WetGeek Today, the first time I issued the mount -a command after modifying /etc/fstab, the mount points were apparently created automatically, because there were no errors listing the mount points that needed to be created.
This just gets weirder and weirder. Yesterday I installed siduction on a Latitude laptop, and when I got around to modifying /etc/fstab that time, the missing mount points were not created automatically. It was the same as always ... the first mount -a
generated a list of the mount points that needed to be created. Then using that as a reminder, I created them with mkdir
commands.
I suspect that they were not created automatically on the VM, either, but I was positive I hadn't done it manually. I have no idea what could have happened.
The nala/dpkg problem occurred when i installed siduction on the laptop and updated it. I registered on forum.siduction.org and left a bug report with a screen capture to show how it looked. I chatted with an admin there who said he'd seen the same thing happen twice during testing, but couldn't reproduce it afterwards. Today he filed an official bug report in their system.
For me, it happens only during an update/upgrade, and not when doing that with apt. When just installing software I needed today using nala, dpkg worked fine. The siduction admin, called "Devil," didn't mention what he was doing when he saw the error happen twice.

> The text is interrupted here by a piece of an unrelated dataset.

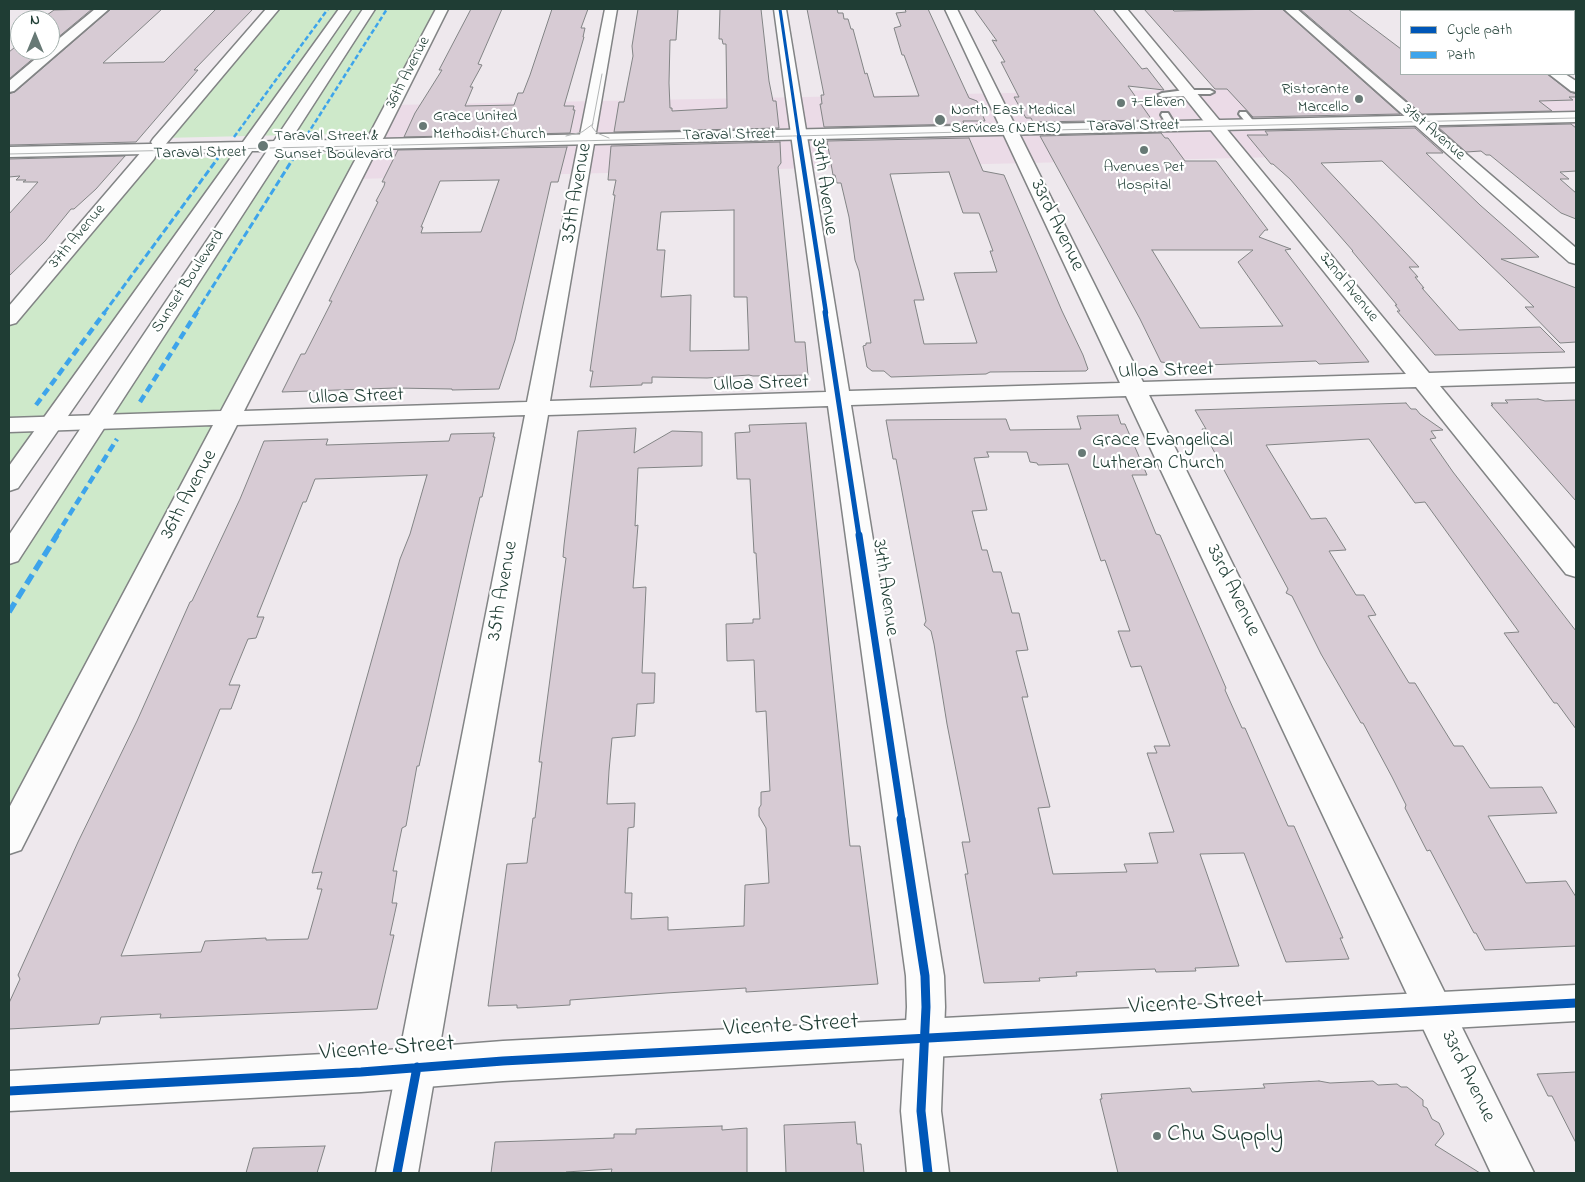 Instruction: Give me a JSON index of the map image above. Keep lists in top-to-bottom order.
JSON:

My opinion of siduction hasn't changed at all after installing it on hardware. I spent some more time with it today, finishing its configuration (calendars in Thunderbird, tab stacks in Vivaldi, etc.), such that it's now an exact match for my main laptop. Or as close to that as possible for a machine that's running a different distro and newer software versions. On hardware, siduction is a joy to use. It would make an excellent #2 distro for anyone interested in such a thing. It's so much like using Solus it's scary.